**Task:**
Working from the entries that follow, retype each one without any alteration.

#### Given data

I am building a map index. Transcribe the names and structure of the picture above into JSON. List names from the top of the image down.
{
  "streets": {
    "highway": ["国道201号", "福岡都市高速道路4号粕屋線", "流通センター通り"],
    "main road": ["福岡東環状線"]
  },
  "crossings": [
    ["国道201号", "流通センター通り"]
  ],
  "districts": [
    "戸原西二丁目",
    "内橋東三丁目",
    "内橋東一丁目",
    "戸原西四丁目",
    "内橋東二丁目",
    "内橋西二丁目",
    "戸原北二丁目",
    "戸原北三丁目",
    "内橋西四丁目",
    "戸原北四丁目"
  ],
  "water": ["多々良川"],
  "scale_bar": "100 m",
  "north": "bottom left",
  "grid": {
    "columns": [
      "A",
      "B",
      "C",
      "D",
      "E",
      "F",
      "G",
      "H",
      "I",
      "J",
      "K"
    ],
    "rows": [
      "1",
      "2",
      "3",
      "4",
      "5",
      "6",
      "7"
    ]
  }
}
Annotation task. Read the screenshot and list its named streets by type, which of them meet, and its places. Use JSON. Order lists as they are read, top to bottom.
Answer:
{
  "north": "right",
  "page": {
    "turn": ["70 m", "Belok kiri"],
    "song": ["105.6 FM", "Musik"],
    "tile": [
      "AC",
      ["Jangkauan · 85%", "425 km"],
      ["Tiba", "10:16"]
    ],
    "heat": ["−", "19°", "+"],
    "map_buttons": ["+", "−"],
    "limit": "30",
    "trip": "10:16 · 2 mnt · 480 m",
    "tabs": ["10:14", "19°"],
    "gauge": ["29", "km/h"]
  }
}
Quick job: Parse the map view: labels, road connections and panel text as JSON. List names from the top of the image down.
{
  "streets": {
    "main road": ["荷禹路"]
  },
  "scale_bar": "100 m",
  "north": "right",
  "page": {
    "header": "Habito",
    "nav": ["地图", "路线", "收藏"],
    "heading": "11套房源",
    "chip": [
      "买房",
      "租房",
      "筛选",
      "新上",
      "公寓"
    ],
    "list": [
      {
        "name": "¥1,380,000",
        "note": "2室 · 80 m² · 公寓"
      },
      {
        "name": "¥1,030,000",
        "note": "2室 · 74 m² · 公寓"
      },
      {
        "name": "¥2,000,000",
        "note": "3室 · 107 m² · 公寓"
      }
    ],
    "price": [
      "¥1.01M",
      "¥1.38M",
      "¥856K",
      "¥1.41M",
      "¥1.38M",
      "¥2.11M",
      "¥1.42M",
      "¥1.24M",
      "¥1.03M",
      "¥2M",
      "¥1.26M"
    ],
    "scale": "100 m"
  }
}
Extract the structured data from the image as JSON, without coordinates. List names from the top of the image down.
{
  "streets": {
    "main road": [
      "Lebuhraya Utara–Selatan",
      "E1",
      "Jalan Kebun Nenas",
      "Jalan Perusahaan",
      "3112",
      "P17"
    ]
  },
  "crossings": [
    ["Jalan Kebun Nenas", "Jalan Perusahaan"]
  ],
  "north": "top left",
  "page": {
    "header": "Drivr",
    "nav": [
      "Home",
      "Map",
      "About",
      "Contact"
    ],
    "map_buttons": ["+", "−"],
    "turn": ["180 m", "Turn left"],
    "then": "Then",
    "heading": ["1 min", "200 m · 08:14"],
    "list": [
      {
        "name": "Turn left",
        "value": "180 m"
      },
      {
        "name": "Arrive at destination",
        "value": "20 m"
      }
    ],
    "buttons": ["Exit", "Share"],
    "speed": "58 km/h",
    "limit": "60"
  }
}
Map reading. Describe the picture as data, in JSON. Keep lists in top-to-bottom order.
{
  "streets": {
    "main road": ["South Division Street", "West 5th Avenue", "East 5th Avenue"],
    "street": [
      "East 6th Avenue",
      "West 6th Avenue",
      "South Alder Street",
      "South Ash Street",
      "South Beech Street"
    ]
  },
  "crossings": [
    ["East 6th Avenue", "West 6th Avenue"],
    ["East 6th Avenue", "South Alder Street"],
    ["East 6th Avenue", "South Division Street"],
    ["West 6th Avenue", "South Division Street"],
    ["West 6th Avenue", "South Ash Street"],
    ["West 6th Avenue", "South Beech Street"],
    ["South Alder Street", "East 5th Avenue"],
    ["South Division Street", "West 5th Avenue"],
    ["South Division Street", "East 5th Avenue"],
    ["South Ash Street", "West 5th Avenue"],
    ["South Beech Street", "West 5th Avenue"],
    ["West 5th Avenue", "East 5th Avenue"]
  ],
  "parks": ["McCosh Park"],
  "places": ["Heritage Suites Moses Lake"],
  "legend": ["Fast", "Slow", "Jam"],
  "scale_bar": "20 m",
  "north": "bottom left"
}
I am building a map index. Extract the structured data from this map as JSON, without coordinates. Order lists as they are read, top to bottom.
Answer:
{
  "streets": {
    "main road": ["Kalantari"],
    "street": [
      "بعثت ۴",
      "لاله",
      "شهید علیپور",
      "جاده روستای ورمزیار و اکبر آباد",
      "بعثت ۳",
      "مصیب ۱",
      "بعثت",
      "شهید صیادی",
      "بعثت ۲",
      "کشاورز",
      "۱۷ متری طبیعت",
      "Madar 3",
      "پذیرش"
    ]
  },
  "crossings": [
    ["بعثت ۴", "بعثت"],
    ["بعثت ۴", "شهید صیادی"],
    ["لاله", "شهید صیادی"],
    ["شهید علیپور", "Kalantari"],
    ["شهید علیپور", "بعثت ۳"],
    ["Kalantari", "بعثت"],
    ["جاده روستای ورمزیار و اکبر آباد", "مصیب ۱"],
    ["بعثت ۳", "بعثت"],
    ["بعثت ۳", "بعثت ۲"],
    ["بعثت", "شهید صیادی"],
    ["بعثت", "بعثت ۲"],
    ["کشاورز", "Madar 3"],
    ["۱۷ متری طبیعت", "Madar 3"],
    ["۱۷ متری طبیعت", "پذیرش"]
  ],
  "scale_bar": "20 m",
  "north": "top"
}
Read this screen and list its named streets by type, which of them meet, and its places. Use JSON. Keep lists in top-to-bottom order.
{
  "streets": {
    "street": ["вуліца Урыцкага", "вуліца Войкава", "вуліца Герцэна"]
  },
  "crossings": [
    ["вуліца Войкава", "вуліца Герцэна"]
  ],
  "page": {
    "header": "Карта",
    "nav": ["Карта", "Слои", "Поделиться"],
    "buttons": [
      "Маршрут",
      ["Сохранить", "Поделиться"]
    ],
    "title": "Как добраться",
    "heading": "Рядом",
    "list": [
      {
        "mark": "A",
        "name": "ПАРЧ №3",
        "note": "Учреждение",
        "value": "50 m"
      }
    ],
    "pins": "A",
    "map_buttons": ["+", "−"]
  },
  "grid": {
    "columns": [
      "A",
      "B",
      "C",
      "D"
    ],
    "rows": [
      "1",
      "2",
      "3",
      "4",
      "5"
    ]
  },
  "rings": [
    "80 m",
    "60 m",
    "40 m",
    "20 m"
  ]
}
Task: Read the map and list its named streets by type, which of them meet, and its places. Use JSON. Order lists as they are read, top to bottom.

########

**Task solution:**
I am building a map index. Transcribe the names and structure of the picture above into JSON. List names from the top of the image down.
{
  "streets": {
    "highway": ["国道201号", "福岡都市高速道路4号粕屋線", "流通センター通り"],
    "main road": ["福岡東環状線"]
  },
  "crossings": [
    ["国道201号", "流通センター通り"]
  ],
  "districts": [
    "戸原西二丁目",
    "内橋東三丁目",
    "内橋東一丁目",
    "戸原西四丁目",
    "内橋東二丁目",
    "内橋西二丁目",
    "戸原北二丁目",
    "戸原北三丁目",
    "内橋西四丁目",
    "戸原北四丁目"
  ],
  "water": ["多々良川"],
  "scale_bar": "100 m",
  "north": "bottom left",
  "grid": {
    "columns": [
      "A",
      "B",
      "C",
      "D",
      "E",
      "F",
      "G",
      "H",
      "I",
      "J",
      "K"
    ],
    "rows": [
      "1",
      "2",
      "3",
      "4",
      "5",
      "6",
      "7"
    ]
  }
}
Annotation task. Read the screenshot and list its named streets by type, which of them meet, and its places. Use JSON. Order lists as they are read, top to bottom.
Answer:
{
  "north": "right",
  "page": {
    "turn": ["70 m", "Belok kiri"],
    "song": ["105.6 FM", "Musik"],
    "tile": [
      "AC",
      ["Jangkauan · 85%", "425 km"],
      ["Tiba", "10:16"]
    ],
    "heat": ["−", "19°", "+"],
    "map_buttons": ["+", "−"],
    "limit": "30",
    "trip": "10:16 · 2 mnt · 480 m",
    "tabs": ["10:14", "19°"],
    "gauge": ["29", "km/h"]
  }
}
Quick job: Parse the map view: labels, road connections and panel text as JSON. List names from the top of the image down.
{
  "streets": {
    "main road": ["荷禹路"]
  },
  "scale_bar": "100 m",
  "north": "right",
  "page": {
    "header": "Habito",
    "nav": ["地图", "路线", "收藏"],
    "heading": "11套房源",
    "chip": [
      "买房",
      "租房",
      "筛选",
      "新上",
      "公寓"
    ],
    "list": [
      {
        "name": "¥1,380,000",
        "note": "2室 · 80 m² · 公寓"
      },
      {
        "name": "¥1,030,000",
        "note": "2室 · 74 m² · 公寓"
      },
      {
        "name": "¥2,000,000",
        "note": "3室 · 107 m² · 公寓"
      }
    ],
    "price": [
      "¥1.01M",
      "¥1.38M",
      "¥856K",
      "¥1.41M",
      "¥1.38M",
      "¥2.11M",
      "¥1.42M",
      "¥1.24M",
      "¥1.03M",
      "¥2M",
      "¥1.26M"
    ],
    "scale": "100 m"
  }
}
Extract the structured data from the image as JSON, without coordinates. List names from the top of the image down.
{
  "streets": {
    "main road": [
      "Lebuhraya Utara–Selatan",
      "E1",
      "Jalan Kebun Nenas",
      "Jalan Perusahaan",
      "3112",
      "P17"
    ]
  },
  "crossings": [
    ["Jalan Kebun Nenas", "Jalan Perusahaan"]
  ],
  "north": "top left",
  "page": {
    "header": "Drivr",
    "nav": [
      "Home",
      "Map",
      "About",
      "Contact"
    ],
    "map_buttons": ["+", "−"],
    "turn": ["180 m", "Turn left"],
    "then": "Then",
    "heading": ["1 min", "200 m · 08:14"],
    "list": [
      {
        "name": "Turn left",
        "value": "180 m"
      },
      {
        "name": "Arrive at destination",
        "value": "20 m"
      }
    ],
    "buttons": ["Exit", "Share"],
    "speed": "58 km/h",
    "limit": "60"
  }
}
Map reading. Describe the picture as data, in JSON. Keep lists in top-to-bottom order.
{
  "streets": {
    "main road": ["South Division Street", "West 5th Avenue", "East 5th Avenue"],
    "street": [
      "East 6th Avenue",
      "West 6th Avenue",
      "South Alder Street",
      "South Ash Street",
      "South Beech Street"
    ]
  },
  "crossings": [
    ["East 6th Avenue", "West 6th Avenue"],
    ["East 6th Avenue", "South Alder Street"],
    ["East 6th Avenue", "South Division Street"],
    ["West 6th Avenue", "South Division Street"],
    ["West 6th Avenue", "South Ash Street"],
    ["West 6th Avenue", "South Beech Street"],
    ["South Alder Street", "East 5th Avenue"],
    ["South Division Street", "West 5th Avenue"],
    ["South Division Street", "East 5th Avenue"],
    ["South Ash Street", "West 5th Avenue"],
    ["South Beech Street", "West 5th Avenue"],
    ["West 5th Avenue", "East 5th Avenue"]
  ],
  "parks": ["McCosh Park"],
  "places": ["Heritage Suites Moses Lake"],
  "legend": ["Fast", "Slow", "Jam"],
  "scale_bar": "20 m",
  "north": "bottom left"
}
I am building a map index. Extract the structured data from this map as JSON, without coordinates. Order lists as they are read, top to bottom.
Answer:
{
  "streets": {
    "main road": ["Kalantari"],
    "street": [
      "بعثت ۴",
      "لاله",
      "شهید علیپور",
      "جاده روستای ورمزیار و اکبر آباد",
      "بعثت ۳",
      "مصیب ۱",
      "بعثت",
      "شهید صیادی",
      "بعثت ۲",
      "کشاورز",
      "۱۷ متری طبیعت",
      "Madar 3",
      "پذیرش"
    ]
  },
  "crossings": [
    ["بعثت ۴", "بعثت"],
    ["بعثت ۴", "شهید صیادی"],
    ["لاله", "شهید صیادی"],
    ["شهید علیپور", "Kalantari"],
    ["شهید علیپور", "بعثت ۳"],
    ["Kalantari", "بعثت"],
    ["جاده روستای ورمزیار و اکبر آباد", "مصیب ۱"],
    ["بعثت ۳", "بعثت"],
    ["بعثت ۳", "بعثت ۲"],
    ["بعثت", "شهید صیادی"],
    ["بعثت", "بعثت ۲"],
    ["کشاورز", "Madar 3"],
    ["۱۷ متری طبیعت", "Madar 3"],
    ["۱۷ متری طبیعت", "پذیرش"]
  ],
  "scale_bar": "20 m",
  "north": "top"
}
Read this screen and list its named streets by type, which of them meet, and its places. Use JSON. Keep lists in top-to-bottom order.
{
  "streets": {
    "street": ["вуліца Урыцкага", "вуліца Войкава", "вуліца Герцэна"]
  },
  "crossings": [
    ["вуліца Войкава", "вуліца Герцэна"]
  ],
  "page": {
    "header": "Карта",
    "nav": ["Карта", "Слои", "Поделиться"],
    "buttons": [
      "Маршрут",
      ["Сохранить", "Поделиться"]
    ],
    "title": "Как добраться",
    "heading": "Рядом",
    "list": [
      {
        "mark": "A",
        "name": "ПАРЧ №3",
        "note": "Учреждение",
        "value": "50 m"
      }
    ],
    "pins": "A",
    "map_buttons": ["+", "−"]
  },
  "grid": {
    "columns": [
      "A",
      "B",
      "C",
      "D"
    ],
    "rows": [
      "1",
      "2",
      "3",
      "4",
      "5"
    ]
  },
  "rings": [
    "80 m",
    "60 m",
    "40 m",
    "20 m"
  ]
}
Task: Read the map and list its named streets by type, which of them meet, and its places. Use JSON. Order lists as they are read, top to bottom.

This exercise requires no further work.